When “device” is present in the code, the program reports the following error:
NVFORTRAN-S-0034-Syntax error at or near device (cuda_tdma.f90: 10)
NVFORTRAN-S-0034-Syntax error at or near device (cuda_tdma.f90: 11)
NVFORTRAN-S-0034-Syntax error at or near device (cuda_tdma.f90: 12)
NVFORTRAN-S-0034-Syntax error at or near device (cuda_tdma.f90: 14)
NVFORTRAN-S-0034-Syntax error at or near device (cuda_tdma.f90: 15)
NVFORTRAN-S-0034-Syntax error at or near device (cuda_tdma.f90: 16)

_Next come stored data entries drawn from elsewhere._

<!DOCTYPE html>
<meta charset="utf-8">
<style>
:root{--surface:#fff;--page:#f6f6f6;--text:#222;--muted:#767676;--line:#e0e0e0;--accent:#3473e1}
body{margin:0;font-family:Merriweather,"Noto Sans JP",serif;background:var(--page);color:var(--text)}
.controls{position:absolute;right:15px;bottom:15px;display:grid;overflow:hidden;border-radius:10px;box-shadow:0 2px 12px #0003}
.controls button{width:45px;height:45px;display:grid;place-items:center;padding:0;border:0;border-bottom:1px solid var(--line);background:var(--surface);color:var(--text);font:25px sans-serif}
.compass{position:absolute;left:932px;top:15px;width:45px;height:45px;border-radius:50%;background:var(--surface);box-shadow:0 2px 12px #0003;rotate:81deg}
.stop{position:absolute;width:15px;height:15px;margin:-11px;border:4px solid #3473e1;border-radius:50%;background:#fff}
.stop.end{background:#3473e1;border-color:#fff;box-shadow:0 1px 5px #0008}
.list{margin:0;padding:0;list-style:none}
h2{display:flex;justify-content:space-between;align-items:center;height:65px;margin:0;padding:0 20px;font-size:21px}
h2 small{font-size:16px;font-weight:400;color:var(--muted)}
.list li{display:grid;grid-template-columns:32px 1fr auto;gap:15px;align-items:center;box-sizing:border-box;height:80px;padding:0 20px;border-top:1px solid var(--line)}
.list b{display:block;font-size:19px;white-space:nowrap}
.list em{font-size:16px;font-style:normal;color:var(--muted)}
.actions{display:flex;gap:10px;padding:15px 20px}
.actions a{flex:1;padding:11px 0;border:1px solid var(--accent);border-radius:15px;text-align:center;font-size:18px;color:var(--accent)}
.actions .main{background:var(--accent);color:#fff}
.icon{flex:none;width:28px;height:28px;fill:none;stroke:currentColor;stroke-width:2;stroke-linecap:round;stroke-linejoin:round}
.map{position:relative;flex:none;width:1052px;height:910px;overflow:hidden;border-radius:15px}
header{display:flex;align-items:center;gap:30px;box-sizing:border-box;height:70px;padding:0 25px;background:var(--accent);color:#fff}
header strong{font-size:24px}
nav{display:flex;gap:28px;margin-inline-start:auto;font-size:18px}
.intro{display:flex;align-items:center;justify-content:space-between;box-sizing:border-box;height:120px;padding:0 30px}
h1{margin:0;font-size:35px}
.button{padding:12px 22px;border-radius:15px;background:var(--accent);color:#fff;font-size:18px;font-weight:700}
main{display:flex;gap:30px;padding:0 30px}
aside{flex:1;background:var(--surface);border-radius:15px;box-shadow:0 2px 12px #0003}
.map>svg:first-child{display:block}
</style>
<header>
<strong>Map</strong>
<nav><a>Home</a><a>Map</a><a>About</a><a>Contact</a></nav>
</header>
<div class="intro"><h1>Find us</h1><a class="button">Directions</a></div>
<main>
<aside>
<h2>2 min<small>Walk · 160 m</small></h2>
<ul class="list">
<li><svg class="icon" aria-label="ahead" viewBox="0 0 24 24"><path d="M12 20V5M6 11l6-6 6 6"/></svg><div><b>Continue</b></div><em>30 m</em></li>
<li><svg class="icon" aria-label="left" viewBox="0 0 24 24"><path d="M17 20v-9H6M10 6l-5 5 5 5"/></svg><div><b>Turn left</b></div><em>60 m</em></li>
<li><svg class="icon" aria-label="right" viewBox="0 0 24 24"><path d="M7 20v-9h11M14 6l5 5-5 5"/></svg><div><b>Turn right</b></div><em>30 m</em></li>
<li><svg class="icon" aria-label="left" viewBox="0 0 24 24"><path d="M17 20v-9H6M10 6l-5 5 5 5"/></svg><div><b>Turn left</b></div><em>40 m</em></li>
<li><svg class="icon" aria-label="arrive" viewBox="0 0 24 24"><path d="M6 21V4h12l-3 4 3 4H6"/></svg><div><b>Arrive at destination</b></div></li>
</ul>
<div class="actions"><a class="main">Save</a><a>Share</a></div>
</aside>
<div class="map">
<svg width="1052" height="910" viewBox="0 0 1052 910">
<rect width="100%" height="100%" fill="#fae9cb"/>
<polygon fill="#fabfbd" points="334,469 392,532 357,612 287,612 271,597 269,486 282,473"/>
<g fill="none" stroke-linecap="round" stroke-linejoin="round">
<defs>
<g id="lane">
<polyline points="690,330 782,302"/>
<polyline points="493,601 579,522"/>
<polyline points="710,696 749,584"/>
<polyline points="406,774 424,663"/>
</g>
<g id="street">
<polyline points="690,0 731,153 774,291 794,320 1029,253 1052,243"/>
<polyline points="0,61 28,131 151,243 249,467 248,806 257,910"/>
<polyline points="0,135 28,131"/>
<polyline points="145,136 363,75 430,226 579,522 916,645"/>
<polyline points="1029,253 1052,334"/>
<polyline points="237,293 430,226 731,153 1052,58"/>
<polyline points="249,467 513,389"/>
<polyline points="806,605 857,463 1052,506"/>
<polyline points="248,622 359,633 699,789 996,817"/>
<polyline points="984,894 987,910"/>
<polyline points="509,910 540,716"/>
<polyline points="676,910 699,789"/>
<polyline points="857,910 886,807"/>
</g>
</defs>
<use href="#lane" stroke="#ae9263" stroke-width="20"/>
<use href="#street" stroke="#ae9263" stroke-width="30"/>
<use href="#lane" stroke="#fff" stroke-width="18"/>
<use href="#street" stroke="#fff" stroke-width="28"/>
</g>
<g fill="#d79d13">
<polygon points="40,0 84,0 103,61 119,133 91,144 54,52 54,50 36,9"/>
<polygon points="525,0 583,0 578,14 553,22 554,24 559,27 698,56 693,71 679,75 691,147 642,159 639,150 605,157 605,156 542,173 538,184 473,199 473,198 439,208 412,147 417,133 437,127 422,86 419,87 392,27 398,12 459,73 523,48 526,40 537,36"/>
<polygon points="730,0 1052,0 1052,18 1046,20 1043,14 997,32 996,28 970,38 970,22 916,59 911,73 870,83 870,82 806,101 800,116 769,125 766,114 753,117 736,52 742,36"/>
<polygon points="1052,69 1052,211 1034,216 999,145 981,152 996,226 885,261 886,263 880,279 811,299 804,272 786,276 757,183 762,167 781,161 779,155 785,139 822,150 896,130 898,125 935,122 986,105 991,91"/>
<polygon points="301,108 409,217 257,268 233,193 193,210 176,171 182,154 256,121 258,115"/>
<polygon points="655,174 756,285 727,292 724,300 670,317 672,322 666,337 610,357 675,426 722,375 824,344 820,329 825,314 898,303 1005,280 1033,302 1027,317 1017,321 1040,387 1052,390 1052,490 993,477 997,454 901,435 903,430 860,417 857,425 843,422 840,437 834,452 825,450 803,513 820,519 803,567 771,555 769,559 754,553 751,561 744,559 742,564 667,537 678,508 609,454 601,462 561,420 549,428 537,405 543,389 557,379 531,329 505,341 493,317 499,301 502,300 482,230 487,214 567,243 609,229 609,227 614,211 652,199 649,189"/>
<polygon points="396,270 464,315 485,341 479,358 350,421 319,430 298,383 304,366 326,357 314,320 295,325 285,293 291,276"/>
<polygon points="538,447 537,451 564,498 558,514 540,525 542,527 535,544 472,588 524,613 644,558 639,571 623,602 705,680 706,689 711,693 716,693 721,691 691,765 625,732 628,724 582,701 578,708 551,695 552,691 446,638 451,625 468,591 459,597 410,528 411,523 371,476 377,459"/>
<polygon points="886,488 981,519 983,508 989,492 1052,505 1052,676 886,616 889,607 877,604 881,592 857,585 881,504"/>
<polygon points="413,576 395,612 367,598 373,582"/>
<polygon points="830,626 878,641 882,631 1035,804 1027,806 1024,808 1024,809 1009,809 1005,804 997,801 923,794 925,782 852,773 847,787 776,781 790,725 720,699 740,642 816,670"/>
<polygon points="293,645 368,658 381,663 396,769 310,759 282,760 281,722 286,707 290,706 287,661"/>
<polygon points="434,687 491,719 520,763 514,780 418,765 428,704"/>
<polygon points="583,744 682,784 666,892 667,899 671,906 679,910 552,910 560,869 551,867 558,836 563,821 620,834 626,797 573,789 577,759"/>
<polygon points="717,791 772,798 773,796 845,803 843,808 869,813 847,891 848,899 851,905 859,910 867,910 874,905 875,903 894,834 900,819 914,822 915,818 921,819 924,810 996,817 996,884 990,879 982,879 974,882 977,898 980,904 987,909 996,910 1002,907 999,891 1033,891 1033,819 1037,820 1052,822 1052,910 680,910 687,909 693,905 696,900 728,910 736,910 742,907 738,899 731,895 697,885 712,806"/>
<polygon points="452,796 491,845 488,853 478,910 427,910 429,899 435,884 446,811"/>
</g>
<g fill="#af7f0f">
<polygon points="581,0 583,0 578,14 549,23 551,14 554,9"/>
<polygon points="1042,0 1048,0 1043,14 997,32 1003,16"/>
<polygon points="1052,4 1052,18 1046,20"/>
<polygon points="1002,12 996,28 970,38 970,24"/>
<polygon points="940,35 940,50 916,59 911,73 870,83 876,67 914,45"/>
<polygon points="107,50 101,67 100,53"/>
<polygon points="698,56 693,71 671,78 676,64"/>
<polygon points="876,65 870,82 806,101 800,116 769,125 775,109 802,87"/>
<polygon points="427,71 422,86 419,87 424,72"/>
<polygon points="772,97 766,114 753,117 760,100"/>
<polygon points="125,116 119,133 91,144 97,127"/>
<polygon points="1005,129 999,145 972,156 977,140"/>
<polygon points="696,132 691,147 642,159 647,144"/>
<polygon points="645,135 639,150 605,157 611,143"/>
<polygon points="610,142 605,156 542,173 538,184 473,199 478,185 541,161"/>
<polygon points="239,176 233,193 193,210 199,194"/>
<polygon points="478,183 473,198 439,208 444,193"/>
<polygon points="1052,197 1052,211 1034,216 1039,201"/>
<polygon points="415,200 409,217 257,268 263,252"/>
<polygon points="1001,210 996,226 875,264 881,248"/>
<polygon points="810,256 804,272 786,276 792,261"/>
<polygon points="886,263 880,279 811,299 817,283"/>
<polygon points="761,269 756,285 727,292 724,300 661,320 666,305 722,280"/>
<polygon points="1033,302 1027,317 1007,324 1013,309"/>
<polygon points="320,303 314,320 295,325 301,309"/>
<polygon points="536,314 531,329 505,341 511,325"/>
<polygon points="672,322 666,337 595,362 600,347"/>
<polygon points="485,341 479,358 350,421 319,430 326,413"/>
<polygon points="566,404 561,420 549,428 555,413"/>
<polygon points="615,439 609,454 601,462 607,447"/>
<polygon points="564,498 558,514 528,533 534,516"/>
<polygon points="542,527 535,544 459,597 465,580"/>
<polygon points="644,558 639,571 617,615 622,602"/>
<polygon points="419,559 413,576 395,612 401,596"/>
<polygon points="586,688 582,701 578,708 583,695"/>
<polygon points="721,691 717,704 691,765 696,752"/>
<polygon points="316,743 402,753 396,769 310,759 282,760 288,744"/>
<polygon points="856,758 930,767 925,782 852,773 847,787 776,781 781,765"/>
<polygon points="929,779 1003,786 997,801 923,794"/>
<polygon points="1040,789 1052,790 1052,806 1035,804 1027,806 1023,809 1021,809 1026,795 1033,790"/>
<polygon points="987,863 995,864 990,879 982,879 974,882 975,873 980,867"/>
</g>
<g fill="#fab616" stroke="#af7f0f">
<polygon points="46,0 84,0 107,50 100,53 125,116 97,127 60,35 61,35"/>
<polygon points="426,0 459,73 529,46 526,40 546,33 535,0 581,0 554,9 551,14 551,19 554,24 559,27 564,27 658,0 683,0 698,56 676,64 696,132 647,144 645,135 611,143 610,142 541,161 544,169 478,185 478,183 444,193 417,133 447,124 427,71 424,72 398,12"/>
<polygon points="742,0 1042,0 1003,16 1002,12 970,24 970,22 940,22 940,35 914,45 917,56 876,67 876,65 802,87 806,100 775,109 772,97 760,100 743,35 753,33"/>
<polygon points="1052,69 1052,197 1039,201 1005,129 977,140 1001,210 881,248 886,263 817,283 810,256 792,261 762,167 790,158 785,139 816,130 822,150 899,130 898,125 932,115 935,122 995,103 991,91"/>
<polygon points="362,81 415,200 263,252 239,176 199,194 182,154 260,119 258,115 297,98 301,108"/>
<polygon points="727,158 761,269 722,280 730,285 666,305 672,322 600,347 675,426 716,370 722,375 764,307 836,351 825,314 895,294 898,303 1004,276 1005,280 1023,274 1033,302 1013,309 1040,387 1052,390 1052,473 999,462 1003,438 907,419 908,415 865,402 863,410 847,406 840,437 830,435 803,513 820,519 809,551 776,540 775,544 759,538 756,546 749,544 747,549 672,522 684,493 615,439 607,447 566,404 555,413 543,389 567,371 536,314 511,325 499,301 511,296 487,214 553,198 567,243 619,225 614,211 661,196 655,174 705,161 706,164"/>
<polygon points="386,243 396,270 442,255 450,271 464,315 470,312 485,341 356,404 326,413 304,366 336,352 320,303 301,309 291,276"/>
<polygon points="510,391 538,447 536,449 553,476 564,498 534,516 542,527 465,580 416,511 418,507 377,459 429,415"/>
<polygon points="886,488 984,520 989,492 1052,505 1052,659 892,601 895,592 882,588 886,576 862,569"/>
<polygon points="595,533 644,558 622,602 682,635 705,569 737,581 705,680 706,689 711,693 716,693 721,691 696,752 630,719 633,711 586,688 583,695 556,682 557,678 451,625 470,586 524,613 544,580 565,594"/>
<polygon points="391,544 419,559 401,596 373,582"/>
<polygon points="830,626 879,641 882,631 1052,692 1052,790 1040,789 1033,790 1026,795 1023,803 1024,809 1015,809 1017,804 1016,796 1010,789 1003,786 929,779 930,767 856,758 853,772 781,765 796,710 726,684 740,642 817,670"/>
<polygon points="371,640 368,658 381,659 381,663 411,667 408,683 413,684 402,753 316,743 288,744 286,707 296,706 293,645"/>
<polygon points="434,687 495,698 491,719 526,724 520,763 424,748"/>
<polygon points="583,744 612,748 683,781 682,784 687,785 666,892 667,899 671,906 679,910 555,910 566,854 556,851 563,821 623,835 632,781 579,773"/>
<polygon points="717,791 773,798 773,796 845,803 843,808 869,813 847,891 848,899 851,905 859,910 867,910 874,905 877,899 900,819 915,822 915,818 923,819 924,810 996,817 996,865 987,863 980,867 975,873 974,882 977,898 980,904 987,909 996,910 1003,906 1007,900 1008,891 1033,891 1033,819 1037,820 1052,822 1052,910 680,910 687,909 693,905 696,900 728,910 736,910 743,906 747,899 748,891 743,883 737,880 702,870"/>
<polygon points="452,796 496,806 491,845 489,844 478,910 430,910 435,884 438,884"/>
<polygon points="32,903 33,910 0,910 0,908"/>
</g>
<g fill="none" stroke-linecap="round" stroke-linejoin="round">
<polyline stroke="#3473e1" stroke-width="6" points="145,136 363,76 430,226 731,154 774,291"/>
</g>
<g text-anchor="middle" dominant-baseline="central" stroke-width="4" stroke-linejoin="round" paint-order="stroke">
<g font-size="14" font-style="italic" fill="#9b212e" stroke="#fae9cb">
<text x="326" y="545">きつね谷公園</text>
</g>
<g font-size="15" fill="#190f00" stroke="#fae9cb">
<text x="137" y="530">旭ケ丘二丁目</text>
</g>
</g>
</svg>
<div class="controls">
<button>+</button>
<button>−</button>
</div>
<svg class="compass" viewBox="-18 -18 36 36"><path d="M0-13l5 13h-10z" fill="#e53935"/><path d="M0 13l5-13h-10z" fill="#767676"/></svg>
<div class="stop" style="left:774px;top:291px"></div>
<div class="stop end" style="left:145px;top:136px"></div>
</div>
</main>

NVFORTRAN-S-0034-Syntax error at or near device (cuda_tdma.f90: 18)

When I delete “device”, the program error is:
NVFORTRAN-S-0155-Could not resolve generic procedure cudamalloc (cuda_tdma.f90:27)
NVFORTRAN-S-0155-Could not resolve generic procedure cudamalloc (cuda_tdma.f90: 28)
NVFORTRAN-S-0155-Could not resolve generic procedure cudamalloc (cuda_tdma.f90: 29)
NVFORTRAN-S-0155-Could not resolve generic procedure cudamalloc (cuda_tdma.f90: 30)

It’s beyond my understanding QwQ. How can I solve this problem?